| Data for this task |
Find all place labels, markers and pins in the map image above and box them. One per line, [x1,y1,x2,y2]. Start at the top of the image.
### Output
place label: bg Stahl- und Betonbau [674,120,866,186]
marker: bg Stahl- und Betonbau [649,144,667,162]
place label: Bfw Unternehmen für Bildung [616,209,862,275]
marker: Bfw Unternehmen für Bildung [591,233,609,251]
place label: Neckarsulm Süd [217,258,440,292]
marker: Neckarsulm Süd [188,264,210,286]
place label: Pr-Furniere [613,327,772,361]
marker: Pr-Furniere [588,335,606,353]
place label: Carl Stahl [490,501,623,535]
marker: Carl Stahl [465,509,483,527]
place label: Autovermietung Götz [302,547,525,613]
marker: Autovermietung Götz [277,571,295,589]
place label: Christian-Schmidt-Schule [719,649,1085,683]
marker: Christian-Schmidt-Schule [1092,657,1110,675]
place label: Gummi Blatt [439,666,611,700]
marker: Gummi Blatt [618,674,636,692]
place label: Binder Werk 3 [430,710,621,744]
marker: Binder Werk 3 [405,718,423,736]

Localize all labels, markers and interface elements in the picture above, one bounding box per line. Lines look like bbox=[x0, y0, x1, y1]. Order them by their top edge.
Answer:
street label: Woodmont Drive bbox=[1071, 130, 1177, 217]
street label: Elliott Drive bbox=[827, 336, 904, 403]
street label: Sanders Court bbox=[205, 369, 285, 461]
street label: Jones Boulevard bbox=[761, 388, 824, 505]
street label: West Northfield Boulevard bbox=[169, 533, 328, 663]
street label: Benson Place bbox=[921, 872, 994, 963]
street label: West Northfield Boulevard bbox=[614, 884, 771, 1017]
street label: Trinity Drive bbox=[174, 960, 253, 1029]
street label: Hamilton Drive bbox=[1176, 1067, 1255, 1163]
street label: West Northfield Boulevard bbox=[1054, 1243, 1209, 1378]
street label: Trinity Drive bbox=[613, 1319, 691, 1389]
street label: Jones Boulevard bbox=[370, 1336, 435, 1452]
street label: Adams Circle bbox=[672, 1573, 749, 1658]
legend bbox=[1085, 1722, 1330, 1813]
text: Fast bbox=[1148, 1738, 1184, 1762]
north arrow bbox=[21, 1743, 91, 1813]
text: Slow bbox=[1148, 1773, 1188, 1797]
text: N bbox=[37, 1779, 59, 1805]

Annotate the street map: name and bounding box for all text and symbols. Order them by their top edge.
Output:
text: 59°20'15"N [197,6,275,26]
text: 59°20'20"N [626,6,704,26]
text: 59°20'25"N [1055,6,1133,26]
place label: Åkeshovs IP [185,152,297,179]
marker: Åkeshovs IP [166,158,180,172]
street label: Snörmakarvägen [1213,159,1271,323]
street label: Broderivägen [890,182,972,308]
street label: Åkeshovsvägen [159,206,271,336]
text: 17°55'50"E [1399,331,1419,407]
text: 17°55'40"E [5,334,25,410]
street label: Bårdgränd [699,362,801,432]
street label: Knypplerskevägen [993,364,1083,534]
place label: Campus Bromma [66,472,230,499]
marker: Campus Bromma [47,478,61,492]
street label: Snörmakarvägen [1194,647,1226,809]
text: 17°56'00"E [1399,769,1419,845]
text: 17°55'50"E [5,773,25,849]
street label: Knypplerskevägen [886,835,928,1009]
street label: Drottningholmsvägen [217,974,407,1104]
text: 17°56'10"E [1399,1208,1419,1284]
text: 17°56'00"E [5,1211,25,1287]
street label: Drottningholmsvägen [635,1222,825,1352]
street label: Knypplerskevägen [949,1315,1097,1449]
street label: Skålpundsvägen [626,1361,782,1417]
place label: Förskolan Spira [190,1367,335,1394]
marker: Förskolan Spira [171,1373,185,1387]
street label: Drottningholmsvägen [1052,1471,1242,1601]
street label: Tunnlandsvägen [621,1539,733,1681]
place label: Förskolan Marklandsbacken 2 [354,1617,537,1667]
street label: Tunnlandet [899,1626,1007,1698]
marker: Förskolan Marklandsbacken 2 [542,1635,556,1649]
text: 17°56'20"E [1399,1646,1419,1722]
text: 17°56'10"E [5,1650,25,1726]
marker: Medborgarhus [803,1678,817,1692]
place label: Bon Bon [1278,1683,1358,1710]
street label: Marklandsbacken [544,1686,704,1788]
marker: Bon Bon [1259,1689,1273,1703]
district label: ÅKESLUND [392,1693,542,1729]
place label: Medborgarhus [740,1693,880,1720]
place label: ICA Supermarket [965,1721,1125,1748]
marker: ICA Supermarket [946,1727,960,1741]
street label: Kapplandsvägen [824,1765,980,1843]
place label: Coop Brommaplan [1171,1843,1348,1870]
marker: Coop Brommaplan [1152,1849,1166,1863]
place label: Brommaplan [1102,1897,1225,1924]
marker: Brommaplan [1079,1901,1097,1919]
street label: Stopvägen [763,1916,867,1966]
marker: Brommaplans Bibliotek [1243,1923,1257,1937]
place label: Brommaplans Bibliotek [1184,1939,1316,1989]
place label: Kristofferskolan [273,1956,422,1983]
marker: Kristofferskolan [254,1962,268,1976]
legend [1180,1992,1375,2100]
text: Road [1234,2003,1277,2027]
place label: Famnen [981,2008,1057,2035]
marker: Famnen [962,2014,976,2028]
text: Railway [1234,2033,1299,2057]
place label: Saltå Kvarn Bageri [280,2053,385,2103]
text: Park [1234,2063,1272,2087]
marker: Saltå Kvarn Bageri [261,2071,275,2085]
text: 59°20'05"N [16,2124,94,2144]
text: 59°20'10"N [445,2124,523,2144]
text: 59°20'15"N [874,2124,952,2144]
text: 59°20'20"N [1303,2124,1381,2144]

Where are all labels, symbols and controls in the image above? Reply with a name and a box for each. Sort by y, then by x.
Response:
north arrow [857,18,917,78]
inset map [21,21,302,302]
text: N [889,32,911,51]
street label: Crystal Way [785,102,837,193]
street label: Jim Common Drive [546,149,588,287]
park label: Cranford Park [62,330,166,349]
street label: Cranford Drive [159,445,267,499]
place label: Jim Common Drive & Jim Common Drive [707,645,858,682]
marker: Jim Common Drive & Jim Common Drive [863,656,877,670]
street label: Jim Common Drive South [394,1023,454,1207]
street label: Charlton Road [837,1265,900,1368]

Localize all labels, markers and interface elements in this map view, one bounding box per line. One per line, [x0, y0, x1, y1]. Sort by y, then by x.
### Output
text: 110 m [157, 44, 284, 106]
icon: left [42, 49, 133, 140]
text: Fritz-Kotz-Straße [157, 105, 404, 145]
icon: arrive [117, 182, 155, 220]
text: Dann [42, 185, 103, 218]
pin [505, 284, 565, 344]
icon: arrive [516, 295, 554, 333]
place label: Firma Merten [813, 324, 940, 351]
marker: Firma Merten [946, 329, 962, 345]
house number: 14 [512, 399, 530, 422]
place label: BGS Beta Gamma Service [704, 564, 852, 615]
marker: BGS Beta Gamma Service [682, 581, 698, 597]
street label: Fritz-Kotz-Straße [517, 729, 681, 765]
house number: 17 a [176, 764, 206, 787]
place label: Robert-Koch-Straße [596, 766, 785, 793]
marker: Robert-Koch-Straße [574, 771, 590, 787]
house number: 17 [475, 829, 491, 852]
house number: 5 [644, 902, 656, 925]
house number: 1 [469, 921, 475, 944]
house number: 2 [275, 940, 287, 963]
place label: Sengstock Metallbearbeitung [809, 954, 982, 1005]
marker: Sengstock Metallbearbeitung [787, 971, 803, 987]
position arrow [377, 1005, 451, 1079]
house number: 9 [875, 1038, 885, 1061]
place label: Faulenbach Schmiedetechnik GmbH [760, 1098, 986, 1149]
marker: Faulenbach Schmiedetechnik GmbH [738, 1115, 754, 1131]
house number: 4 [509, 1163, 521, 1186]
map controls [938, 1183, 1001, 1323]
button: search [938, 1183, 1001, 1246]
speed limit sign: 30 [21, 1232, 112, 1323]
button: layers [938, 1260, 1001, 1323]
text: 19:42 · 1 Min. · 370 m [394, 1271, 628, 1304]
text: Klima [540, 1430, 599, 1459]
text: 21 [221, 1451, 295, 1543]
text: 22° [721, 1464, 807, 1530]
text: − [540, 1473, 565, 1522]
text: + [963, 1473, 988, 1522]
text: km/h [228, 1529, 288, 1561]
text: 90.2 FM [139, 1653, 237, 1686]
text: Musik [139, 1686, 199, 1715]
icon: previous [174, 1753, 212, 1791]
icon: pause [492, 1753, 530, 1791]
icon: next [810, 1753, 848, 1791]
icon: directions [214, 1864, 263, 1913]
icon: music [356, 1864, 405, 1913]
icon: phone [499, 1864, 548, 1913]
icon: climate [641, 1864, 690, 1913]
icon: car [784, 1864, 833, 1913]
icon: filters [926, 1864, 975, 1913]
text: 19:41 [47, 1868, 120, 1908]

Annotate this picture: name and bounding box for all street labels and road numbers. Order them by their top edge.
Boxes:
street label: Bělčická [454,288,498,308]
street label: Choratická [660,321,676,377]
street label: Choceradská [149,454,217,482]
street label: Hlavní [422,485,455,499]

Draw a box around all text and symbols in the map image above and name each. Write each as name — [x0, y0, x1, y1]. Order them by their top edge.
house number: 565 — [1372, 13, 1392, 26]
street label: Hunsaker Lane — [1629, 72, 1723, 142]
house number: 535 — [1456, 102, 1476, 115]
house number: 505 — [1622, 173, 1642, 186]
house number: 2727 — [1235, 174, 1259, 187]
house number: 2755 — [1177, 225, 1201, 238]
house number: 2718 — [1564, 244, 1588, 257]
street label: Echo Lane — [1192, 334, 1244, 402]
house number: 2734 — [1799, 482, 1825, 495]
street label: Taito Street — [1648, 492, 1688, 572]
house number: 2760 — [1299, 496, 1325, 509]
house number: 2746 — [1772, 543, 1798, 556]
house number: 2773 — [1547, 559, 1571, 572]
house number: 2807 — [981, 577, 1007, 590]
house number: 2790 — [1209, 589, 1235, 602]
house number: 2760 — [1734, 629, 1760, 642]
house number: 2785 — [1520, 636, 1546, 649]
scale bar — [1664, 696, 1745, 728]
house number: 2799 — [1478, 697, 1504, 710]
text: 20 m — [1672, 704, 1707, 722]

| Task requirements |
Copy exactly the lines that begin with the one containing "Draw a box around" and continue to the end of the records, both included, and nothing more.

| Reply to the exercise |
Draw a box around all text and symbols in the map image above and name each. Write each as name — [x0, y0, x1, y1]. Order them by their top edge.
house number: 565 — [1372, 13, 1392, 26]
street label: Hunsaker Lane — [1629, 72, 1723, 142]
house number: 535 — [1456, 102, 1476, 115]
house number: 505 — [1622, 173, 1642, 186]
house number: 2727 — [1235, 174, 1259, 187]
house number: 2755 — [1177, 225, 1201, 238]
house number: 2718 — [1564, 244, 1588, 257]
street label: Echo Lane — [1192, 334, 1244, 402]
house number: 2734 — [1799, 482, 1825, 495]
street label: Taito Street — [1648, 492, 1688, 572]
house number: 2760 — [1299, 496, 1325, 509]
house number: 2746 — [1772, 543, 1798, 556]
house number: 2773 — [1547, 559, 1571, 572]
house number: 2807 — [981, 577, 1007, 590]
house number: 2790 — [1209, 589, 1235, 602]
house number: 2760 — [1734, 629, 1760, 642]
house number: 2785 — [1520, 636, 1546, 649]
scale bar — [1664, 696, 1745, 728]
house number: 2799 — [1478, 697, 1504, 710]
text: 20 m — [1672, 704, 1707, 722]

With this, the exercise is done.